§ EXERCISE DESCRIPTION: Only the lines below, from the one with "g.font = font" through the one with "M957,548L1056,552L1054,590L955,586Z", are to be written out, exactly.

*** Begin section ***

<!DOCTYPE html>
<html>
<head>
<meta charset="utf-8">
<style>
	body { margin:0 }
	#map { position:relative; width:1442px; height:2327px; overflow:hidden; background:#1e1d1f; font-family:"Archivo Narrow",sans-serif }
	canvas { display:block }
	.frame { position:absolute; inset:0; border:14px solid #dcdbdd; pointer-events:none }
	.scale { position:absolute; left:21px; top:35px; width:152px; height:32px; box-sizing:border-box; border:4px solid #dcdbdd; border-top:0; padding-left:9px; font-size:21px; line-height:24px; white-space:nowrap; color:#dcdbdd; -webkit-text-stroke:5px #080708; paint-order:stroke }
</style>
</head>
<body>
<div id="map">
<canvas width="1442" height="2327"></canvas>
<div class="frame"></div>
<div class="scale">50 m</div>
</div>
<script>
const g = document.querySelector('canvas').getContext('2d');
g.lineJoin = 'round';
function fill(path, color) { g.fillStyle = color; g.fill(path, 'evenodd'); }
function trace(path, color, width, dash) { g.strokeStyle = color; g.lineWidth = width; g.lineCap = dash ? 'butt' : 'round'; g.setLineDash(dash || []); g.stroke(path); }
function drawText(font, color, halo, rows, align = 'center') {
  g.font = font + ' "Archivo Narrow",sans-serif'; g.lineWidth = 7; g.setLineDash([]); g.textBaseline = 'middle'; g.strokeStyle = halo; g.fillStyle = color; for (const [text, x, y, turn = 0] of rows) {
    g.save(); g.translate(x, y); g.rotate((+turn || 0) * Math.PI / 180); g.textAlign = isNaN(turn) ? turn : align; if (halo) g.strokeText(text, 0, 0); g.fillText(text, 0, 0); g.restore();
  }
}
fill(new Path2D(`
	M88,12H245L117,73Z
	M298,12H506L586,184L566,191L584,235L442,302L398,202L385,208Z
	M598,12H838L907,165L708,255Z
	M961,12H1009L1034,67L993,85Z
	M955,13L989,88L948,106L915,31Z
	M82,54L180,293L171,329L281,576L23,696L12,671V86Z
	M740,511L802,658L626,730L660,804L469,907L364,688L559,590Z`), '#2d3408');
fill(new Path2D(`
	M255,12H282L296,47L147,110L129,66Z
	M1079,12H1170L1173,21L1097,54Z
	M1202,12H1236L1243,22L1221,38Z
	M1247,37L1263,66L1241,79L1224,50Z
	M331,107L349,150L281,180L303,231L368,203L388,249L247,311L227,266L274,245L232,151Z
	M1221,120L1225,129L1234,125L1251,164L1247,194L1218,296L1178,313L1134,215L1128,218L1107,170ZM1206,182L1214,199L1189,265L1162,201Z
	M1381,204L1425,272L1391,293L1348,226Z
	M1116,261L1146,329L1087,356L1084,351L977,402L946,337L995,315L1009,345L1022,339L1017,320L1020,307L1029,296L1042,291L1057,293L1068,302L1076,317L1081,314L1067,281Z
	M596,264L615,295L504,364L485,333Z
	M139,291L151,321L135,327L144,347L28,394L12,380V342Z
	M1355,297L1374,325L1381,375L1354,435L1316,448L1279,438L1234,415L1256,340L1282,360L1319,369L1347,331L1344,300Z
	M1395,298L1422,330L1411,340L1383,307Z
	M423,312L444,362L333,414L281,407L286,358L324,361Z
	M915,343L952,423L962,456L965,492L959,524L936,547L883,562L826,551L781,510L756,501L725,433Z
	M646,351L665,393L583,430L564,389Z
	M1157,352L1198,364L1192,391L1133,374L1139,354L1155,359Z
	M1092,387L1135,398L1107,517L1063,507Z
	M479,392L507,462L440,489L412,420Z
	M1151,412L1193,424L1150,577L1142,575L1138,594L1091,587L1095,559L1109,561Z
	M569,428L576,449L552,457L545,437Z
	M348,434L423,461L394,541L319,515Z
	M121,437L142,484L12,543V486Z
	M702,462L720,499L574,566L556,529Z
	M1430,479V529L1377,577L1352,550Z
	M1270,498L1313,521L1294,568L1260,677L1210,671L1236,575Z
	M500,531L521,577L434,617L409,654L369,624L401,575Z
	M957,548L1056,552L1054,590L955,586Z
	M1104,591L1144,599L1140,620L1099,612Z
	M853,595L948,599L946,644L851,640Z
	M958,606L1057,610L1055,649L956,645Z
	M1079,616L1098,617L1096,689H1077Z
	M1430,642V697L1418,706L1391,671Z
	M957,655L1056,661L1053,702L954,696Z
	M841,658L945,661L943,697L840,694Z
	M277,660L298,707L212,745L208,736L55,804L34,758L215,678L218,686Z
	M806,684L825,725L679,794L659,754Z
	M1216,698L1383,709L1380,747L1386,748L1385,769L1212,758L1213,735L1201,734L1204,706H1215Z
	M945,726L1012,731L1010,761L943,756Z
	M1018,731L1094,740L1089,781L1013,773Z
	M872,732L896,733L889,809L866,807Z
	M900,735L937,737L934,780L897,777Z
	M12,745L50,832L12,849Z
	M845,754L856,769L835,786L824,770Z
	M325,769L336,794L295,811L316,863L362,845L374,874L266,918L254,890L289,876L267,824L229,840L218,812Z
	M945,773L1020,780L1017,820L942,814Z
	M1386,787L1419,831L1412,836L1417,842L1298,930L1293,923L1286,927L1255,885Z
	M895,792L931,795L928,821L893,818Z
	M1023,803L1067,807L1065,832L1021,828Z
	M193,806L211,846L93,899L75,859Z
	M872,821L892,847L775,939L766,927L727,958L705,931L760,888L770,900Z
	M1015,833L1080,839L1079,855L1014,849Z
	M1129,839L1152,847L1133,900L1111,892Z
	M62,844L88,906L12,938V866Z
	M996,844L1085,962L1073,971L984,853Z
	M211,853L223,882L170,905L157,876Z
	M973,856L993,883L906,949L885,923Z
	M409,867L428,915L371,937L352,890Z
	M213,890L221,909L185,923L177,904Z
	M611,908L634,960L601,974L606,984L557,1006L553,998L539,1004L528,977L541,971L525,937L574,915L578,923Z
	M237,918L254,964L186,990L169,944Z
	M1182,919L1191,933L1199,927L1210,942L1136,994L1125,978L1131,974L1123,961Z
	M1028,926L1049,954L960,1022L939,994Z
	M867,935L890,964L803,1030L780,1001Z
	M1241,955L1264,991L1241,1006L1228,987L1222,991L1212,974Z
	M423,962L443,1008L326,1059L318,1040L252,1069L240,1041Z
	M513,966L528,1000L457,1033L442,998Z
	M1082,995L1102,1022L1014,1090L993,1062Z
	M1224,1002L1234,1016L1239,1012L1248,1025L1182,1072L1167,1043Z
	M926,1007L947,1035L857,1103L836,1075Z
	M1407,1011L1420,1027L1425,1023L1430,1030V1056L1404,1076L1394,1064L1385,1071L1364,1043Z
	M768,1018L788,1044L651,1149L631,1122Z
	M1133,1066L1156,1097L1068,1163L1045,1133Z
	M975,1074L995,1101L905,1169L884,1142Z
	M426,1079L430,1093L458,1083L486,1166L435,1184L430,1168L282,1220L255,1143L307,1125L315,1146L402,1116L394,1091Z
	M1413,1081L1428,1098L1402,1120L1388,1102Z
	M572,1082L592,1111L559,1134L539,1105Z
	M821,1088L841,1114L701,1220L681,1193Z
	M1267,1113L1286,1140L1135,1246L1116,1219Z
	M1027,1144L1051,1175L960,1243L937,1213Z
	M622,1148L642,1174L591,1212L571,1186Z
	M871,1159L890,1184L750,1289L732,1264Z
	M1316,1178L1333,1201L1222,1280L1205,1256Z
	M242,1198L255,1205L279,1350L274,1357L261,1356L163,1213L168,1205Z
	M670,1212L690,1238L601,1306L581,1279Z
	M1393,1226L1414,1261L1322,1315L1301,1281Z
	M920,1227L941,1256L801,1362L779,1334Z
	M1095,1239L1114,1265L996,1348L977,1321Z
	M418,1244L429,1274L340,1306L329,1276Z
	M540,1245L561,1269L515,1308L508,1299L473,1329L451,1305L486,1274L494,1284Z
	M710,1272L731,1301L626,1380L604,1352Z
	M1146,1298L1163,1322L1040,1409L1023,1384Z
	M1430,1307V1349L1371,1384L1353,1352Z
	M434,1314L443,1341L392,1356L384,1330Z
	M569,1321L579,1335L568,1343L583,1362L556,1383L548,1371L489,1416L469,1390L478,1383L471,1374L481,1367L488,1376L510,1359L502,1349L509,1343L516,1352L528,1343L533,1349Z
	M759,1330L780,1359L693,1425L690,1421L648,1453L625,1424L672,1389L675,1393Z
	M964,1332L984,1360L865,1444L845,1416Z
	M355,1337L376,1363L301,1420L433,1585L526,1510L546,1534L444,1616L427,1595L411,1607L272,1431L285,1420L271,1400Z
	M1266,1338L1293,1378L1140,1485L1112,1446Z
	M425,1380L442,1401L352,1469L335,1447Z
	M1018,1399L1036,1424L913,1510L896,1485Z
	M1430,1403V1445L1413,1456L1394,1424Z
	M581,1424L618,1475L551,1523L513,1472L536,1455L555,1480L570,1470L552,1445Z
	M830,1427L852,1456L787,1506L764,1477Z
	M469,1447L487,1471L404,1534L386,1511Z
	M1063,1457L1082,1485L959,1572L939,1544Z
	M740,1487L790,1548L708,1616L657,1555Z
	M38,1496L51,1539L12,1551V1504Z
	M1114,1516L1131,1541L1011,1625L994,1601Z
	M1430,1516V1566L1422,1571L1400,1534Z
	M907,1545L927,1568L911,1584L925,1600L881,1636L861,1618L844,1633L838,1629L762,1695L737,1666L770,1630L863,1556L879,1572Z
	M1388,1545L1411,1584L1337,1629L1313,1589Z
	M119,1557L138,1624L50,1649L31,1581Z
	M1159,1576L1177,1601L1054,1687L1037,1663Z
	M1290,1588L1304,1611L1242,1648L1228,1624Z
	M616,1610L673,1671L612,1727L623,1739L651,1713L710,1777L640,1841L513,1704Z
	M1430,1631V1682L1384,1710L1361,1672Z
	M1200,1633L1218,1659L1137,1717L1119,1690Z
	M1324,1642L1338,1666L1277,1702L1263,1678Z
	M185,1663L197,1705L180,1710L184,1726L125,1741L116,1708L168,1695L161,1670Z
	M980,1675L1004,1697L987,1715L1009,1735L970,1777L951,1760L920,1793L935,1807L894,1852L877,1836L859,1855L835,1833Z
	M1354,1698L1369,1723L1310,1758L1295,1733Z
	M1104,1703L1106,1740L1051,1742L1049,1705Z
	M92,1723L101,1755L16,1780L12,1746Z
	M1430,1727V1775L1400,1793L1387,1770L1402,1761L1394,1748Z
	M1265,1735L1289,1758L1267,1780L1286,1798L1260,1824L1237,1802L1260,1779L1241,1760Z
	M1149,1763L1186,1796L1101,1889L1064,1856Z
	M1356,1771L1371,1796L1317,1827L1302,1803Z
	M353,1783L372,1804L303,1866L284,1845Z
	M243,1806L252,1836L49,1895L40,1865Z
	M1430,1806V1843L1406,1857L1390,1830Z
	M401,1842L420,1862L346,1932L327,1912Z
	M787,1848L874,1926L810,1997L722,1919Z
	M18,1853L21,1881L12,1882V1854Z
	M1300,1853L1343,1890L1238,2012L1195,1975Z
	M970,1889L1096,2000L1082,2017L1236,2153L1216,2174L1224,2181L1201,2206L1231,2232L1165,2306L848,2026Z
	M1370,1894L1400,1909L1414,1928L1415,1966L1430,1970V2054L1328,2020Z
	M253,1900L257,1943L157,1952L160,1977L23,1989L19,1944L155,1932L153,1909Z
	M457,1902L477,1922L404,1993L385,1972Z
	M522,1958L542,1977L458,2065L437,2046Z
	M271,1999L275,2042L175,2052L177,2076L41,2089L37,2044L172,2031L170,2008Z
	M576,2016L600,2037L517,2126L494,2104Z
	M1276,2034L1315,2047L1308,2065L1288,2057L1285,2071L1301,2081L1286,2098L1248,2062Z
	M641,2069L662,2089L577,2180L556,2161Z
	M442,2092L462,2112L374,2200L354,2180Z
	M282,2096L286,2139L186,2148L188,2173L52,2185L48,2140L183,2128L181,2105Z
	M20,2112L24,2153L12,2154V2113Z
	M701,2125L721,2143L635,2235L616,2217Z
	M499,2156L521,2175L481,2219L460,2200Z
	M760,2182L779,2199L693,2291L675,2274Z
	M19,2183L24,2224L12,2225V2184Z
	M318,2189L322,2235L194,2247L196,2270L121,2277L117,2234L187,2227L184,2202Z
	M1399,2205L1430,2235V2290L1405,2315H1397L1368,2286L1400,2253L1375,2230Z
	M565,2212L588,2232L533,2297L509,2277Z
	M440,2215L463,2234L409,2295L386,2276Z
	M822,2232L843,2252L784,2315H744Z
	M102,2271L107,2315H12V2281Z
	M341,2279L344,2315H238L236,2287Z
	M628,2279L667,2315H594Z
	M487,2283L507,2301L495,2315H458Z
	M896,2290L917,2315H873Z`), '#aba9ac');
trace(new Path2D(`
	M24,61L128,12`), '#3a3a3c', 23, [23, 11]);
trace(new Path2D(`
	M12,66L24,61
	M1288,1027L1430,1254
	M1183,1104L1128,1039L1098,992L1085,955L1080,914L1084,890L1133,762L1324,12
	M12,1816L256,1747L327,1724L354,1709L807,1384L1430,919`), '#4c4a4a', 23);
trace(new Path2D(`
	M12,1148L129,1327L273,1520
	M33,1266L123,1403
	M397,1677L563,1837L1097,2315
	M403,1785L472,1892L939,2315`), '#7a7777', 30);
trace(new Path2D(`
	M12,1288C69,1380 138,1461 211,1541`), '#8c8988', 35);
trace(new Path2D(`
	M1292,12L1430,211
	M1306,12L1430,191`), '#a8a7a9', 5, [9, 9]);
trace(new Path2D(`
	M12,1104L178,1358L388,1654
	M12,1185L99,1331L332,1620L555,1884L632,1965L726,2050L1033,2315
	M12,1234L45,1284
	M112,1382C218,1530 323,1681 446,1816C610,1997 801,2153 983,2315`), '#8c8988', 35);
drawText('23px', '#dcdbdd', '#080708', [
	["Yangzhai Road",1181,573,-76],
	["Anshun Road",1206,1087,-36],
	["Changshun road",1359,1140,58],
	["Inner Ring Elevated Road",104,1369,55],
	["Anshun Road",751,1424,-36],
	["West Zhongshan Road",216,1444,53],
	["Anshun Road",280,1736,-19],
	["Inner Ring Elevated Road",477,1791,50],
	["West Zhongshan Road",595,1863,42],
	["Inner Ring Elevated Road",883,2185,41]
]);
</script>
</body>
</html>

*** End section ***

§ ANSWER AREA:
  g.font = font + ' "Archivo Narrow",sans-serif'; g.lineWidth = 7; g.setLineDash([]); g.textBaseline = 'middle'; g.strokeStyle = halo; g.fillStyle = color; for (const [text, x, y, turn = 0] of rows) {
    g.save(); g.translate(x, y); g.rotate((+turn || 0) * Math.PI / 180); g.textAlign = isNaN(turn) ? turn : align; if (halo) g.strokeText(text, 0, 0); g.fillText(text, 0, 0); g.restore();
  }
}
fill(new Path2D(`
	M88,12H245L117,73Z
	M298,12H506L586,184L566,191L584,235L442,302L398,202L385,208Z
	M598,12H838L907,165L708,255Z
	M961,12H1009L1034,67L993,85Z
	M955,13L989,88L948,106L915,31Z
	M82,54L180,293L171,329L281,576L23,696L12,671V86Z
	M740,511L802,658L626,730L660,804L469,907L364,688L559,590Z`), '#2d3408');
fill(new Path2D(`
	M255,12H282L296,47L147,110L129,66Z
	M1079,12H1170L1173,21L1097,54Z
	M1202,12H1236L1243,22L1221,38Z
	M1247,37L1263,66L1241,79L1224,50Z
	M331,107L349,150L281,180L303,231L368,203L388,249L247,311L227,266L274,245L232,151Z
	M1221,120L1225,129L1234,125L1251,164L1247,194L1218,296L1178,313L1134,215L1128,218L1107,170ZM1206,182L1214,199L1189,265L1162,201Z
	M1381,204L1425,272L1391,293L1348,226Z
	M1116,261L1146,329L1087,356L1084,351L977,402L946,337L995,315L1009,345L1022,339L1017,320L1020,307L1029,296L1042,291L1057,293L1068,302L1076,317L1081,314L1067,281Z
	M596,264L615,295L504,364L485,333Z
	M139,291L151,321L135,327L144,347L28,394L12,380V342Z
	M1355,297L1374,325L1381,375L1354,435L1316,448L1279,438L1234,415L1256,340L1282,360L1319,369L1347,331L1344,300Z
	M1395,298L1422,330L1411,340L1383,307Z
	M423,312L444,362L333,414L281,407L286,358L324,361Z
	M915,343L952,423L962,456L965,492L959,524L936,547L883,562L826,551L781,510L756,501L725,433Z
	M646,351L665,393L583,430L564,389Z
	M1157,352L1198,364L1192,391L1133,374L1139,354L1155,359Z
	M1092,387L1135,398L1107,517L1063,507Z
	M479,392L507,462L440,489L412,420Z
	M1151,412L1193,424L1150,577L1142,575L1138,594L1091,587L1095,559L1109,561Z
	M569,428L576,449L552,457L545,437Z
	M348,434L423,461L394,541L319,515Z
	M121,437L142,484L12,543V486Z
	M702,462L720,499L574,566L556,529Z
	M1430,479V529L1377,577L1352,550Z
	M1270,498L1313,521L1294,568L1260,677L1210,671L1236,575Z
	M500,531L521,577L434,617L409,654L369,624L401,575Z
	M957,548L1056,552L1054,590L955,586Z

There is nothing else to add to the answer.